### Stored items from a collection
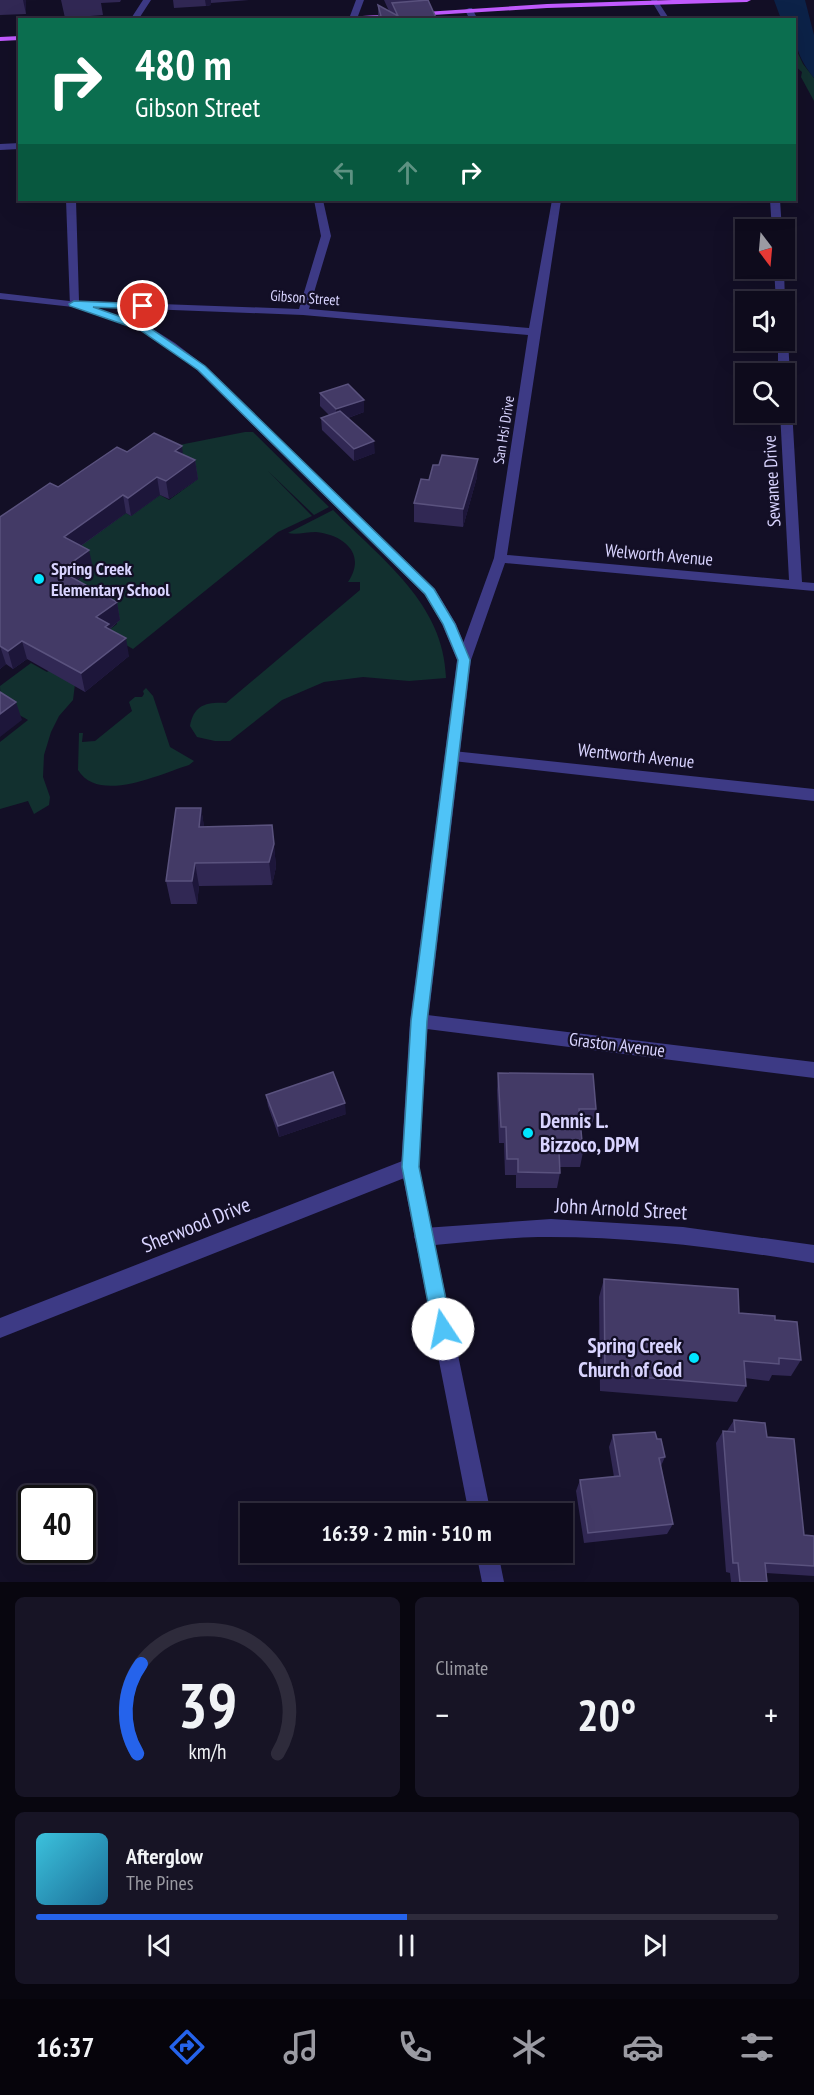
<!DOCTYPE html>
<meta charset="utf-8">
<style>
:root{--surface:#0e0b1c;--page:#171425;--text:#f1f3f6;--muted:#9b9ba3;--line:#2e2b3b;--accent:#2563eb}
body{margin:0;font-family:"PT Sans Narrow",sans-serif;background:var(--page);color:var(--text);height:100vh;display:flex;flex-direction:column;font-size:22px;white-space:nowrap}
*{box-sizing:border-box;margin:0}
p{font-size:20px;color:var(--muted)}
.icon{flex:none;width:33px;height:33px;fill:none;stroke:currentColor;stroke-width:2;stroke-linecap:round;stroke-linejoin:round}
.map{position:relative;height:1582px;overflow:hidden}
.panel{display:flex;flex-direction:column;gap:15px;padding:15px;background:#08060f;flex:1}
.panel>*{flex:none}
.guide{position:absolute;left:18px;top:18px;width:778px;height:183px;border-radius:0px;box-shadow:0 6px 24px #0002,0 0 0 2px var(--line);background:#0b6e4f;color:#fff;overflow:hidden}
.needle{width:39px;rotate:164deg}
.tools{position:absolute;left:735px;top:219px;display:grid;gap:12px}
.tools a{display:grid;place-items:center;width:60px;height:60px;border-radius:0px;background:var(--surface);box-shadow:0 6px 24px #0002,0 0 0 2px var(--line);font-size:30px}
.speed{position:absolute;left:18px;top:1485px;display:flex;gap:12px;font-size:30px;font-weight:700;text-align:center}
.speed>*{display:grid;place-content:center;width:78px;height:78px;border-radius:50%;background:var(--surface);box-shadow:0 6px 24px #0002,0 0 0 2px var(--line);line-height:1}
.speed .limit{border:3px solid #111;border-radius:9px;background:#fff;color:#111}
.pin{position:absolute;display:grid;place-items:center;width:51px;height:51px;color:#fff;margin:-26px;border:3px solid #fff;border-radius:50%;box-shadow:0 2px 6px #0007}
.me{position:absolute;width:66px;margin:-33px;rotate:349deg;stroke-linejoin:round;filter:drop-shadow(0 0 4px #0008)}
.turn{display:flex;align-items:center;gap:21px;height:126px;padding:0 18px;font-size:27px}
.turn .icon{width:78px;height:78px;stroke-width:2.5}
.turn b{display:block;font-size:42px;line-height:51px}
.lanes{display:flex;align-items:center;height:57px;padding:0 18px;background:#0003;justify-content:center;gap:30px;direction:ltr}
.lanes .off{opacity:.35}
.big{font-size:45px;font-weight:700;line-height:1.1}
.panel .card{flex:1;display:flex;flex-direction:column;justify-content:center;gap:9px;min-width:0;padding:0 21px;border-radius:9px;background:var(--page)}
.panel .dial{align-items:center;gap:0}
.dial svg{height:156px;overflow:visible;fill:none;stroke:var(--line);stroke-width:7;stroke-linecap:round;text-anchor:middle}
.dial text{fill:var(--text);stroke:none}
.song{display:flex;align-items:center;gap:18px}
.cover{width:72px;height:72px;border-radius:9px;background:linear-gradient(135deg,hsl(190 70% 55%),hsl(200 70% 35%))}
.played{height:6px;border-radius:3px;background:linear-gradient(90deg,var(--accent) 50%,var(--line) 50%)}
.keys{display:flex;justify-content:space-around;direction:ltr}
.heat{display:flex;justify-content:space-between;align-items:center;font-size:33px;direction:ltr}
.panel .tiles{flex:1;display:grid;gap:15px;grid-template-columns:1fr 1fr}
.card:last-child{grid-column:span 2}
.trip{position:absolute;left:240px;top:1503px;width:333px;height:60px;border-radius:0px;background:var(--surface);box-shadow:0 6px 24px #0002,0 0 0 2px var(--line);font-weight:700;line-height:60px;text-align:center}
.dock{display:flex;height:96px;justify-content:space-around;align-items:center;background:#06040b;color:var(--muted)}
.dock .icon{width:42px;height:42px}
.dock .selected{color:var(--accent)}
.dock b{font-size:27px;color:var(--text)}
.map>svg:first-child{display:block}
</style>
<div class="map">
<svg width="814" height="1582" viewBox="0 0 814 1582">
<rect width="100%" height="100%" fill="#130f26"/>
<path fill="#12302f" d="M795,47L803,64L814,78V101L801,77L802,72L795,66Z
M245,432H253L329,507L314,515L268,471L312,516L278,532L133,649L105,633L117,624L116,617L65,589L93,569L68,555L126,513L131,516L160,495L169,500L198,479L178,469L164,448Z
M333,510C381,559 444,603 446,678L409,681L363,677L324,682L282,700L230,741H215L197,737L190,726C194,705 206,702 226,703L360,590V582H348C367,554 344,535 316,532C307,532 296,535 288,533Z
M31,663L47,672L52,668L75,684L73,700L59,716L51,732L44,755L43,777L50,797L49,805L34,814L28,801L0,809V742L28,720C13,711 0,706 0,686Z
M146,688L153,696L170,747L194,761L189,765C160,774 99,804 78,770L79,733H83L82,742L95,741L132,711L129,702L135,697H142L144,694L143,691Z"/>
<path fill="#0c2248" d="M774,0H805L814,35V78C797,56 795,46 795,20L781,19Z"/>
<g fill="none" stroke-linecap="round" stroke-linejoin="round">
<path fill="#3d3a85" fill-rule="evenodd" d="M143,0H151L138,20H130Z
M356,0H364L358,16L354,18L350,16Z
M651,0H657L670,20H663Z
M469,8H472L478,20H470L465,10Z
M20,143V149L0,150V144Z
M66,200H76L79,301L299,309L321,236L314,200H323L331,236L309,309L529,328L552,200H561L507,555L789,580L780,412H784V374H778V340H784V337L788,340L802,582L814,583V591L505,563L471,660L469,663H459L457,660L494,558L528,335L303,315L70,306Z
M770,200H780L782,230H772Z
M774,268H784L785,304L784,302H776Z
M453,751L814,789V801L453,761L448,760L446,756L448,752Z
M419,1014L814,1062V1078L419,1028L413,1026L410,1021L413,1016Z
M410,1158L417,1161L419,1167L417,1173L0,1338V1318Z
M551,1219L683,1227L814,1245V1263C723,1248 630,1236 538,1237C500,1238 462,1243 424,1246L417,1244L414,1237L417,1230L424,1228Z"/>
<path fill="#3d3a85" fill-rule="evenodd" d="M0,293L78,302L148,326L175,343L205,366L435,589L456,624L471,660L428,1021L419,1167L491,1514H469L401,1167L410,1021L457,660L442,624L425,595L197,370L167,347L140,330L73,307L0,299Z
M476,1552H498L504,1582H482Z"/>
<path fill="#c25bff" fill-rule="evenodd" d="M672,0H751L747,2L547,8L352,20H300L547,4Z
M20,36V40L0,41V37Z"/>
</g>
<path fill="#312854" d="M0,0H26V14L0,15Z
M61,0H121L120,2L101,3L103,15L65,18Z
M173,0H249L211,3V5L206,6L174,8Z
M384,0H424L437,20L378,16V5L389,11Z
M320,393L364,400V412L348,418L375,453L354,461L322,430L321,418L329,415L320,406Z
M127,452L183,455L195,460L198,479L169,499L160,495L131,516L126,513L81,546L93,568L77,580L117,602L120,620L110,629L129,656L85,692L27,659L13,669L6,664L0,669V517Z
M477,477L463,527L414,522V503L429,480Z
M201,808L204,827L272,825L276,867L272,885L199,886L197,904H171L166,881Z
M498,1073L596,1109L592,1125H581L583,1152L580,1167H560V1173L557,1188H516V1175H505L504,1143H499L497,1090Z
M266,1095L346,1114L279,1137L268,1106Z
M604,1279L739,1313L775,1320L801,1360L791,1376L772,1375L769,1381L745,1378L746,1386L737,1402L600,1391L599,1297Z
M734,1420L767,1437L804,1535L814,1536V1576L766,1573L767,1582H731L730,1573L726,1572L716,1443L723,1431H727Z
M613,1435L657,1439L665,1457L661,1466L673,1524L667,1534L584,1543L576,1491L580,1480L614,1477L609,1447Z"/>
<path fill="#1d163a" d="M23,0H26V14Z
M205,0H211V5L206,6Z
M364,400V412L336,422V409Z
M374,441L375,453L354,461V449Z
M182,446L184,464L175,451Z
M478,459L477,477L463,527V509Z
M195,460L198,479L169,499L166,481Z
M157,477L160,495L131,516L128,498Z
M123,495L126,513L68,555L64,537Z
M89,550L93,568L64,589L60,571Z
M117,602L120,620L110,628L113,642L96,617Z
M126,638L129,656L85,692L81,673Z
M22,641L27,659L13,669L8,651Z
M0,646L6,664L0,669Z
M16,702L22,720L0,737V714Z
M201,808L205,832L199,827Z
M274,844L276,867L272,885L269,862Z
M195,863L199,886L197,904L192,881Z
M345,1103L346,1114L279,1137L278,1126Z"/>
<path fill="#433a66" stroke="#5a527e" stroke-width="1.5" d="M428,0L437,20H317L381,16L378,5L398,16L392,3Z
M348,384L364,400L336,409L320,393Z
M340,411L374,441L354,449L321,418Z
M154,433L182,446L175,451L195,460L166,481L157,477L128,498L123,495L64,537L89,550L60,571L117,602L96,617L109,624L105,627L126,638L81,673L22,641L8,651L0,646V517L50,483L58,487L117,447L127,452Z
M442,455L478,459L463,509L414,503L421,479L429,480L433,465H439Z
M0,692L16,702L0,714Z
M176,808H201L199,827L272,825L274,844L269,862L195,863L192,881H166Z
M333,1072L345,1103L278,1126L266,1095Z
M498,1073L593,1074L596,1109H579L583,1152H559L560,1173L518,1172V1159H507L506,1127H501Z
M604,1279L738,1289L739,1313L775,1316V1320L797,1322L801,1360L779,1358V1364L744,1361L746,1386L605,1374Z
M734,1420L765,1423L767,1437L794,1439L804,1535L814,1536V1566L765,1563L767,1582H740L738,1563H733L723,1431L735,1432Z
M655,1432L657,1439H661L665,1457L659,1458L673,1524L588,1533L580,1480L620,1476L613,1435Z"/>
<path fill="#4fc3f7" stroke="#337fa1" stroke-width="1.5" d="M74,301L146,304V308L143,309L93,307L147,326L205,366L434,589L455,624L470,660L427,1021L419,1167L452,1329L449,1335L443,1338L436,1335L433,1329L402,1167L411,1021L458,660L443,624L425,594L198,370L140,330L70,306L69,304Z"/>
<g fill="#00e5ff" stroke="#130f26" stroke-width="2">
<circle cx="39" cy="579" r="6"/>
<circle cx="528" cy="1133" r="6"/>
<circle cx="694" cy="1358" r="6"/>
</g>
<g text-anchor="middle" stroke-width="4.5" stroke-linejoin="round" paint-order="stroke">
<g font-size="15" fill="#d9d4ff" stroke="#130f26">
<text transform="translate(305 298) rotate(4)" y="5">Gibson Street</text>
<text transform="translate(504 430) rotate(-81)" y="5">San Hsi Drive</text>
</g>
<g font-size="18" fill="#d9d4ff" stroke="#130f26">
<text transform="translate(772 481) rotate(-93)" y="6">Sewanee Drive</text>
<text transform="translate(659 555) rotate(5)" y="6">Welworth Avenue</text>
<text transform="translate(636 756) rotate(6)" y="6">Wentworth Avenue</text>
<text transform="translate(617 1045) rotate(7)" y="6">Graston Avenue</text>
</g>
<g font-size="18" font-weight="bold" fill="#d9d4ff" stroke="#130f26" text-anchor="start">
<text x="51" y="575">Spring Creek<tspan x="51" dy="21">Elementary School</tspan></text>
</g>
<g font-size="21" font-weight="bold" fill="#d9d4ff" stroke="#130f26" text-anchor="start">
<text x="540" y="1128">Dennis L.<tspan x="540" dy="24">Bizzoco, DPM</tspan></text>
<text x="682" y="1353" text-anchor="end">Spring Creek<tspan x="682" dy="24">Church of God</tspan></text>
</g>
<g font-size="21" fill="#d9d4ff" stroke="#130f26">
<text transform="translate(621 1209) rotate(3)" y="7">John Arnold Street</text>
<text transform="translate(196 1225) rotate(-22)" y="7">Sherwood Drive</text>
</g>
</g>
</svg>
<div class="tools">
<a><svg class="needle" viewBox="-14 -14 28 28"><path d="M0-13l5 13h-10z" fill="#e53935"/><path d="M0 13l5-13h-10z" fill="#9b9ba3"/></svg></a>
<a><svg class="icon" aria-label="sound" viewBox="0 0 24 24"><path d="M4 9h4l5-4v14l-5-4H4zM17 9q2 3 0 6"/></svg></a>
<a><svg class="icon" aria-label="search" viewBox="0 0 24 24"><circle cx="10" cy="10" r="6"/><path d="M15 15l6 6"/></svg></a>
</div>
<div class="speed"><div class="limit">40</div></div>
<div class="pin" style="left:143px;top:306px;background:#d93025"><svg class="icon" aria-label="arrive" viewBox="0 0 24 24"><path d="M6 21V4h12l-3 4 3 4H6"/></svg></div>
<svg class="me" style="left:443px;top:1329px" viewBox="-20 -20 40 40"><circle r="19" fill="#fff"/><path d="M0-13L10 11 0 6-10 11z" fill="#4fc3f7"/></svg>
<div class="trip">16:39 · 2 min · 510 m</div>
<div class="guide">
<div class="turn"><svg class="icon" aria-label="right" viewBox="0 0 24 24"><path d="M7 20v-9h11M14 6l5 5-5 5"/></svg><div><b>480 m</b>Gibson Street</div></div>
<div class="lanes"><svg class="icon off" aria-label="left" viewBox="0 0 24 24"><path d="M17 20v-9H6M10 6l-5 5 5 5"/></svg><svg class="icon off" aria-label="ahead" viewBox="0 0 24 24"><path d="M12 20V5M6 11l6-6 6 6"/></svg><svg class="icon" aria-label="right" viewBox="0 0 24 24"><path d="M7 20v-9h11M14 6l5 5-5 5"/></svg></div>
</div>
</div>
<section class="panel">
<div class="tiles">
<div class="card dial"><svg viewBox="0 0 100 80">
<path d="M14 69A42 42 0 1 1 86 69"/>
<path d="M14 69A42 42 0 0 1 16 23" stroke="#2563eb"/>
<text x="50" y="56" font-size="32" font-weight="700">39</text>
<text x="50" y="72" font-size="11">km/h</text>
</svg></div>
<div class="card"><p>Climate</p>
<div class="heat"><a>−</a><b class="big">20°</b><a>+</a></div>
</div>
<div class="card">
<div class="song"><i class="cover"></i><div><b>Afterglow</b><p>The Pines</p></div></div>
<div class="played"></div>
<div class="keys"><svg class="icon" aria-label="previous" viewBox="0 0 24 24"><path d="M18 5L8 12l10 7zM5 5v14"/></svg><svg class="icon" aria-label="pause" viewBox="0 0 24 24"><path d="M8 5v14M16 5v14"/></svg><svg class="icon" aria-label="next" viewBox="0 0 24 24"><path d="M6 5l10 7-10 7zM19 5v14"/></svg></div>
</div>
</div>
</section>
<nav class="dock">
<b>16:37</b>
<svg class="icon selected" aria-label="directions" viewBox="0 0 24 24"><path d="M12 3l9 9-9 9-9-9zM9 14v-3h6M13 9l2 2-2 2"/></svg>
<svg class="icon" aria-label="music" viewBox="0 0 24 24"><path d="M9 18V5l10-2v13"/><circle cx="6" cy="18" r="3"/><circle cx="16" cy="16" r="3"/></svg>
<svg class="icon" aria-label="phone" viewBox="0 0 24 24"><path d="M5 4h4l2 5-3 2q2 4 5 5l2-3 5 2v4C11 20 4 13 5 4z"/></svg>
<svg class="icon" aria-label="climate" viewBox="0 0 24 24"><path d="M12 3v18M4 7l16 10M4 17L20 7"/></svg>
<svg class="icon" aria-label="car" viewBox="0 0 24 24"><path d="M5 17H2v-5l4-1 3-4h7l3 4 3 1v5h-3M9 17h6M6 11h13"/><circle cx="7" cy="17" r="2"/><circle cx="17" cy="17" r="2"/></svg>
<svg class="icon" aria-label="filters" viewBox="0 0 24 24"><path d="M4 7h16M4 17h16"/><circle cx="9" cy="7" r="2"/><circle cx="15" cy="17" r="2"/></svg>
</nav>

### PROBLEM TO WORK ON
Each line above from the one with "M195,460L198,479L169,499L166,481Z" up to and including the one with "M340,411L374,441L354,449L321,418Z" must be set down exactly, and no line outside that span may appear.

### OUTPUT BELOW
M195,460L198,479L169,499L166,481Z
M157,477L160,495L131,516L128,498Z
M123,495L126,513L68,555L64,537Z
M89,550L93,568L64,589L60,571Z
M117,602L120,620L110,628L113,642L96,617Z
M126,638L129,656L85,692L81,673Z
M22,641L27,659L13,669L8,651Z
M0,646L6,664L0,669Z
M16,702L22,720L0,737V714Z
M201,808L205,832L199,827Z
M274,844L276,867L272,885L269,862Z
M195,863L199,886L197,904L192,881Z
M345,1103L346,1114L279,1137L278,1126Z"/>
<path fill="#433a66" stroke="#5a527e" stroke-width="1.5" d="M428,0L437,20H317L381,16L378,5L398,16L392,3Z
M348,384L364,400L336,409L320,393Z
M340,411L374,441L354,449L321,418Z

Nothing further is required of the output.